We truly are living in interesting times.
As the threat of COVID-19 spreads fear, uncertainty, and doubt among the global populace, we see threat actors taking advantage of vulnerable organisations and individuals. Here’s a brief list of discoveries relating to COVID-19 themed malicious activity from the past couple of weeks.
Most if not all organisations are experiencing sudden and profound challenges as they seek ways to quickly support employees working from home. Maintaining security in the face of this “office exodus” frustrates things further, and sometimes is sadly pushed to the side.
Our own security research has shown a significant increase in Citrix NetScaler Gateways coming online, likely to enable remote access for their now (im)mobile workforce. This isn’t by itself surprising or concerning. What is concerning however, is that these devices are being brought online without security patching or mitigations – specifically for the well known and extremely dangerous CVE-2019-19781 which was first discovered December last year.
As we engineers race to build laptops and stand up new or existing remote access systems, we must remember to take a very brief step back and assess the risk in what we are doing. What questions should we answer before we commit the firewall rules that expose the new Remote Desktop Gateway you just spent the last day learning how to build (and building it)?
Do we have a CyberSec policy? Is it up to date? Strong security policies may already exist, but it is important to review them and ensure they are adequate as your organization transitions to having more people working from home than in an office. Security policies need to include remote working access management, the use of personal devices, and updated data privacy considerations for employee access to documents and other information. It is also important to factor in an increase in the use of shadow IT and cloud technology.
Are we allowing only work devices, or can any device connect? Employees working from home may use personal devices to carry out business functions, especially if they cannot get access to a business-supplied device as supply chains may slow down. Personal devices will need to have the same level of security as a company-owned device, and you will also need to consider the privacy implications of employee-owned devices connecting to a business network.
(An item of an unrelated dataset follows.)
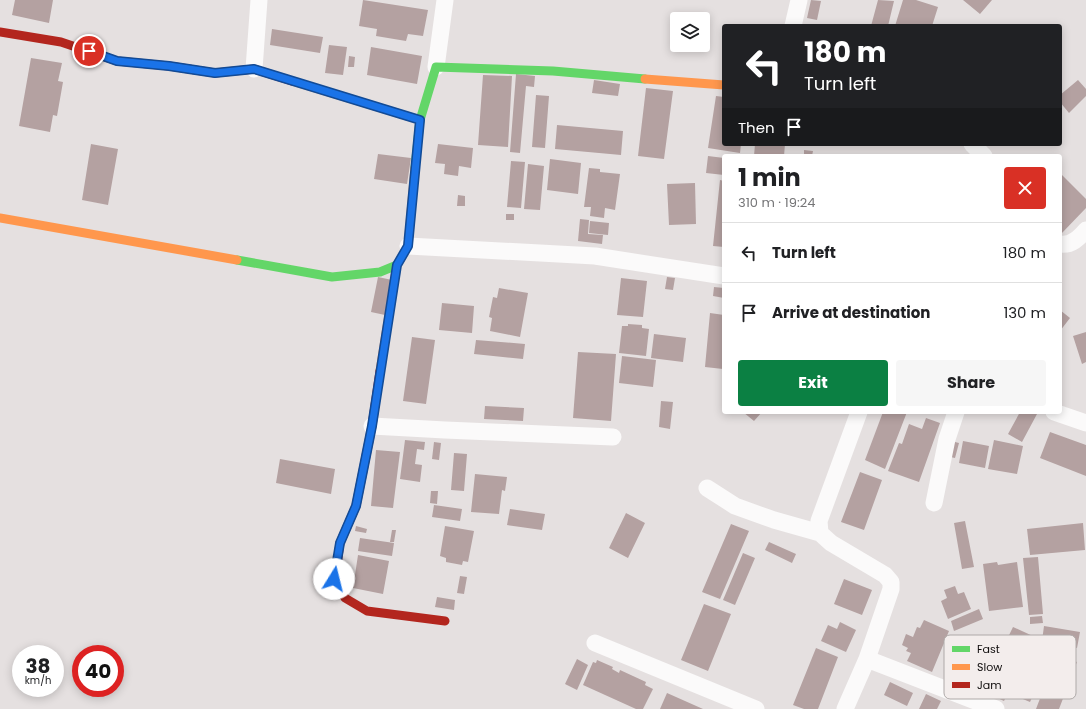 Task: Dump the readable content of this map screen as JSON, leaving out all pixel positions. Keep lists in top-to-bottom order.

Will our staff be connecting from untrusted networks like home or public Wi-Fi? Employees working from home may access sensitive business data through home Wi-Fi networks that will not have the same security controls — such as firewalls — used in traditional offices. More connectivity will be happening from remote locations, which will require greater focus on data privacy, and hunting for intrusions from a greater number of entry points.
Have we configured auditing? Monitoring alerts? Security alerts? It is not unusual for personal devices to have poor cybersecurity hygiene. Employees working from home can result in an organization losing visibility over devices and how they have been configured, patched and even secured.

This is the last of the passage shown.